McClatchy has an
interesting article today on three things that could be done to effectively lower spiraling oil prices. While President Bush and Senators McCain and Obama routinely discuss the burden of high oil pricing, the solutions they propose (ANWR, gas holidays, and windfall profits taxes) will do little, if anything, to lower the price of gasoline at the pump.
1. Perhaps the quickest action, the experts said, would be ordering curbs on financial speculation.
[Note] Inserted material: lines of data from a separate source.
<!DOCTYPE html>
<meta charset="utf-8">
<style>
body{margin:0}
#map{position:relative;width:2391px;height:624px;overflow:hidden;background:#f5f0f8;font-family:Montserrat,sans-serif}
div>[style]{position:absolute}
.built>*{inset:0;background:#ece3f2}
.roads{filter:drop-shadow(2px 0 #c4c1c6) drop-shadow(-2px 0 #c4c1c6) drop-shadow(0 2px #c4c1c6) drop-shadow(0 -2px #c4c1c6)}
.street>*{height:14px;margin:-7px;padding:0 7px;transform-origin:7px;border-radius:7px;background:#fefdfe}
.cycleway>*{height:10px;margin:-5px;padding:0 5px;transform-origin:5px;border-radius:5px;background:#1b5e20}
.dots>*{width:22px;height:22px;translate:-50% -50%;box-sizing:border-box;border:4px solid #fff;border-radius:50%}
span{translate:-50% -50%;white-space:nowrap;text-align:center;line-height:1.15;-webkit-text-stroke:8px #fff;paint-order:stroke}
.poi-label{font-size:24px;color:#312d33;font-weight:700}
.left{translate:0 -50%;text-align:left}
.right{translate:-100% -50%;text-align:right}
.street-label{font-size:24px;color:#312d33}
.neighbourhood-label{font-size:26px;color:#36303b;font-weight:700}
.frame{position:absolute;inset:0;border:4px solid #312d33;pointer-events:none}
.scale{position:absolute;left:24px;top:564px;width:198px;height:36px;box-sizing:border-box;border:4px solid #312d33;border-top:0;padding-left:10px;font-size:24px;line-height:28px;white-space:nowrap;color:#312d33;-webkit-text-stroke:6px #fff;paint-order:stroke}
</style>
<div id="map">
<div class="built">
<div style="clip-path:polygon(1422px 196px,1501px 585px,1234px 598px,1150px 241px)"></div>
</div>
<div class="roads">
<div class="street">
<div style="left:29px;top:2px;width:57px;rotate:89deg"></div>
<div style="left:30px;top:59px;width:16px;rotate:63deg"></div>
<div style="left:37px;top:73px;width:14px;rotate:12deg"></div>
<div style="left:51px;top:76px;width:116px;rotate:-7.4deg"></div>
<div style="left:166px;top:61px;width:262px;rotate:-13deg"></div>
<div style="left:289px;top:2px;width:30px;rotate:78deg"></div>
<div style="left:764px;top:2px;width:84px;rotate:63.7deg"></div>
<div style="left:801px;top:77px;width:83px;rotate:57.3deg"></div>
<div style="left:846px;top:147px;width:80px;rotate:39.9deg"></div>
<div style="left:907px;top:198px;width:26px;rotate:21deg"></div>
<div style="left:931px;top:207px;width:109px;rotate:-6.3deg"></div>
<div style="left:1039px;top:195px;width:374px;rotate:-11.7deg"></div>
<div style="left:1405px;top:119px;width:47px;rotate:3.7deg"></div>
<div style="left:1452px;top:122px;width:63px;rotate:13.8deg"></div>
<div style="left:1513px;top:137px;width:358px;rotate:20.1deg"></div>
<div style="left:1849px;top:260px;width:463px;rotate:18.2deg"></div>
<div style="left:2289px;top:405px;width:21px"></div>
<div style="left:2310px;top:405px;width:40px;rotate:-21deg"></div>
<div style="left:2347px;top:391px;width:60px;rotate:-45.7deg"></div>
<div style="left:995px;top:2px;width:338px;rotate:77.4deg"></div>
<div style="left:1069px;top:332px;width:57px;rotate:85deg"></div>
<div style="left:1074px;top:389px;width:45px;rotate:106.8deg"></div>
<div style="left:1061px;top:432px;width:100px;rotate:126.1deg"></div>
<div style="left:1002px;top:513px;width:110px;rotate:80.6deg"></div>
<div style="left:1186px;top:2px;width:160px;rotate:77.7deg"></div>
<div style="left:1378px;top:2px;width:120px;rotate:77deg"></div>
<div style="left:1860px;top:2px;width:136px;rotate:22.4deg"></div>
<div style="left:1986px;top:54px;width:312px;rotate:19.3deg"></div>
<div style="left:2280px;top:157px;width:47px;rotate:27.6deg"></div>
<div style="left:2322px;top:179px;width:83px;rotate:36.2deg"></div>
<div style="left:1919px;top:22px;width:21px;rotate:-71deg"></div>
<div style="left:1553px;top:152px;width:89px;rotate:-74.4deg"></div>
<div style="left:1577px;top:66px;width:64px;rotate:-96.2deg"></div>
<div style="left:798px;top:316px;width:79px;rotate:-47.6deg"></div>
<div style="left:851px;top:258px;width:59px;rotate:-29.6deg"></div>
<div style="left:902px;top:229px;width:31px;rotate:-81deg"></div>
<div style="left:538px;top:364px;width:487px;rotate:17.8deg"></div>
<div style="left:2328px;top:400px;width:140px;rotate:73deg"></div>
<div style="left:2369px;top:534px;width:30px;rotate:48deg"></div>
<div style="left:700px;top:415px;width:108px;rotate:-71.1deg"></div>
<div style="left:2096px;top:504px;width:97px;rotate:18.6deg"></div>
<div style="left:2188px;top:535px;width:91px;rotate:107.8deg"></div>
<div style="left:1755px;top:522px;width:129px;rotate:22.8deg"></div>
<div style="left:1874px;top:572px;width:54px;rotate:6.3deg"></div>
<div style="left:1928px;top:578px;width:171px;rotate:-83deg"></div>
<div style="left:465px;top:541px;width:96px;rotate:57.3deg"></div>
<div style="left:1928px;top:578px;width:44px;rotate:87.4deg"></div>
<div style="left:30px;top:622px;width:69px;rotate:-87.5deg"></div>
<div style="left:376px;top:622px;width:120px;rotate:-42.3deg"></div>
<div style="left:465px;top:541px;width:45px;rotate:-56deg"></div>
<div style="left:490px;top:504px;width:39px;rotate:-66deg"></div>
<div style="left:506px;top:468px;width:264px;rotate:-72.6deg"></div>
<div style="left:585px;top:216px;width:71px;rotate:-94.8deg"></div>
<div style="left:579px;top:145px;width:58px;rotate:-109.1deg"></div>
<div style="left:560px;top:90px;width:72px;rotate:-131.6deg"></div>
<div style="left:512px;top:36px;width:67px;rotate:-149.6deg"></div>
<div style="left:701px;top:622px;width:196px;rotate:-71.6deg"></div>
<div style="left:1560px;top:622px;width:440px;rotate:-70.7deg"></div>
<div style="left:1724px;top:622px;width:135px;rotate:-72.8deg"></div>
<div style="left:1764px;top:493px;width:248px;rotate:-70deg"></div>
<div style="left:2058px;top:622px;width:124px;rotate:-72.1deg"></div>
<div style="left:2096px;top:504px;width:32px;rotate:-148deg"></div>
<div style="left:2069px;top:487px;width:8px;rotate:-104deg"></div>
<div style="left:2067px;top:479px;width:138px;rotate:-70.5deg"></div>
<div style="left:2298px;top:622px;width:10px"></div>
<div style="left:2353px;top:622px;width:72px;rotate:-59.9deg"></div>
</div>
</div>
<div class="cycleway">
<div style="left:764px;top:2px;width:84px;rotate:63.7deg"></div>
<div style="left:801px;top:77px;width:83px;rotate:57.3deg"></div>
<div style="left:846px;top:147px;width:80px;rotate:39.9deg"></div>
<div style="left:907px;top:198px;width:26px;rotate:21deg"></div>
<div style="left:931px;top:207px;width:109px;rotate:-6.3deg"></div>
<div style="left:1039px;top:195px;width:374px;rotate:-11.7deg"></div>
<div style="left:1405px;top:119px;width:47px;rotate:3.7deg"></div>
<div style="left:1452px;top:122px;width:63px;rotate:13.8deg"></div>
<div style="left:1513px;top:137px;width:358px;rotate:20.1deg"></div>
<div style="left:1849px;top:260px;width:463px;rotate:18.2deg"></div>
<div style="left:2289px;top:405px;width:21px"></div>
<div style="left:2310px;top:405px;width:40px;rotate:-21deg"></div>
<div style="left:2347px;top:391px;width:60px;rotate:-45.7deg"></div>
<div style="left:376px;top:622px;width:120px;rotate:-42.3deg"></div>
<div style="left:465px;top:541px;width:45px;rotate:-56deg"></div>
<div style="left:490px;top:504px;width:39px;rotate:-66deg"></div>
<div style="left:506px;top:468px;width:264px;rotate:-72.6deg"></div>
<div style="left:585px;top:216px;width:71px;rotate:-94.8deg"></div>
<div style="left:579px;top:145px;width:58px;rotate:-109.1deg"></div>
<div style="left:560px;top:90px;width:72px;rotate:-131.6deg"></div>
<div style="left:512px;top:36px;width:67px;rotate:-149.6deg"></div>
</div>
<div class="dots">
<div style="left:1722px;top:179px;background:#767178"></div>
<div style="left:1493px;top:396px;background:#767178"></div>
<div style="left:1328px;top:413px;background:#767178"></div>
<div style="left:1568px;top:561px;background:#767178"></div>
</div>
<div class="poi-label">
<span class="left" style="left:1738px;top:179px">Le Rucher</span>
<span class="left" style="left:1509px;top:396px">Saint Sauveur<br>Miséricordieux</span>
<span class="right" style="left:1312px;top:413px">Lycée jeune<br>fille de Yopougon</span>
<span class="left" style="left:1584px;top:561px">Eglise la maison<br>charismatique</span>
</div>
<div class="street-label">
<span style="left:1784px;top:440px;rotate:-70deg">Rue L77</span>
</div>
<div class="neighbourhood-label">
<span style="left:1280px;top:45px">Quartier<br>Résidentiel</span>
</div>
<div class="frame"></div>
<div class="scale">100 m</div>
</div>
Financial industry heavyweights have acknowledged in recent testimony before Congress that such speculation is driving oil prices higher.
Pension funds, endowments and other big institutional investors are pumping big money into index funds linked to commodities, including oil, driving up demand — and prices.
President Bush could order the Commodity Futures Trading Commission (CFTC) to regulate U.S. investments in those markets with a snap of his fingers, said Michael Greenberger, a law professor at the University of Maryland and a former director of trading for the CFTC.
2. A second partial solution would be to boost the supply of oil available on the market by releasing as much as 1 million barrels a day of oil now held in the nation's Strategic Petroleum Reserve.
It's not entirely clear that U.S. refineries could handle all that extra oil, but it would signal to traders of oil contracts that the U.S. market is adequately supplied.
3. Finally, the Federal Reserve could act to boost the weak dollar, which has led oil producers to demand higher prices for oil, because oil generally is traded in dollars. Oil producers want higher prices to offset the cost of converting dollars into euros and other currencies that have grown stronger against the dollar.
The best way to bolster a currency is to boost interest rates, but the Federal Reserve has been reluctant to do that with America teetering on the brink of recession.
The proposals offered to date by Bush, McCain and Obama are, pretty clearly, ideological based solutions and these proposed steps may go contrary to their ideals. Given the far reaching effects of escalating oil prices, some out of the box thinking is in order.